Bulgaria’s shaky government got no rest from proddings by Germany’s enemies to quit Germany’s war. Latest poke came last week from Moscow’s Pravda and the pen of Bulgar Georgi Dimitroff, onetime defendant at Naziism’s Reichstag fire trial and secretary of the late unlamented Communist International (see p. 20). Warned Bulgar Dimitroff: “The national policy of Bulgaria, from the viewpoint of her future, demands loyal cooperation with her neighbors. . . . Only by breaking with Germany at once and assisting in the defeat of Germany will Bulgaria save herself from catastrophe.”
Bulgars could see the point, even when it was made by an unreconstructed Communist. Russia was their traditional protector, their only one if Germany should lose the war.

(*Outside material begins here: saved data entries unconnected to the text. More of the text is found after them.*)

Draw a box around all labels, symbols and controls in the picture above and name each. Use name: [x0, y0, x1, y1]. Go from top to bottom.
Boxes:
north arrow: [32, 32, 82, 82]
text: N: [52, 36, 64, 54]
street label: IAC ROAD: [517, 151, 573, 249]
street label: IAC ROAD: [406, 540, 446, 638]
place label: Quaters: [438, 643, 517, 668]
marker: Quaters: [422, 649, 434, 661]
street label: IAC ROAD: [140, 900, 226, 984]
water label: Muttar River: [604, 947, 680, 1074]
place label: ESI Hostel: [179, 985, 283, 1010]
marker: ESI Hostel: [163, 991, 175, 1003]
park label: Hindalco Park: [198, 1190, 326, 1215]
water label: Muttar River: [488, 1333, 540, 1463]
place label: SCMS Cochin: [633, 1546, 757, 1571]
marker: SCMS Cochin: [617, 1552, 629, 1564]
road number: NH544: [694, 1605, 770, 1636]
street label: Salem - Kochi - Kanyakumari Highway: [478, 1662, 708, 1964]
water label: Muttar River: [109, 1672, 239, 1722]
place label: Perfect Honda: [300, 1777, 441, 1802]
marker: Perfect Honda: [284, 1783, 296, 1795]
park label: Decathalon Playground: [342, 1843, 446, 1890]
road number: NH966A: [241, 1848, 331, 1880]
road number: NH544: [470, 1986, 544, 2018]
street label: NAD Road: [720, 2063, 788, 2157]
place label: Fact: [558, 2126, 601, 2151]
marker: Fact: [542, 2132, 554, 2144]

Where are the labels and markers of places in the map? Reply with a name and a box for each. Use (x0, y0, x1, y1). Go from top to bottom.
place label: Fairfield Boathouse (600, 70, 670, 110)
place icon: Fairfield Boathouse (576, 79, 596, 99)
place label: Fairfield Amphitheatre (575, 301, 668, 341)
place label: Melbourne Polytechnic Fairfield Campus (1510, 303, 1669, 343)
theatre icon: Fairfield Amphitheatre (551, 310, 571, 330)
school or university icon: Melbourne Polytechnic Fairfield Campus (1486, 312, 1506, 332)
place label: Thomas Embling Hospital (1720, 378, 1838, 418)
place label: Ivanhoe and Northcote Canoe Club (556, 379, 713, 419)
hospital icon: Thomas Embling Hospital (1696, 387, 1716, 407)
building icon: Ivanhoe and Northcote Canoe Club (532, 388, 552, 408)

Bulgaria could give her material aid: in Rumanian-held Bessarabia, now in the path of the Red Army, was a potential fifth column of over 150,000 Bulgars; in Yugoslavian Macedonia, Bulgarian troops were doing German guard duty against pro-Russian Marshal Tito’s Partisans (some Bulgars had already joined his ranks).
This week newsmen in Istanbul reported that all telephone and telegraph connections with Bulgaria had been severed—but not soon enough to stop reports that the Bulgarian government had fallen. Still in power was the pro-German regency; but it was evident that pokes from Germany’s enemies were telling.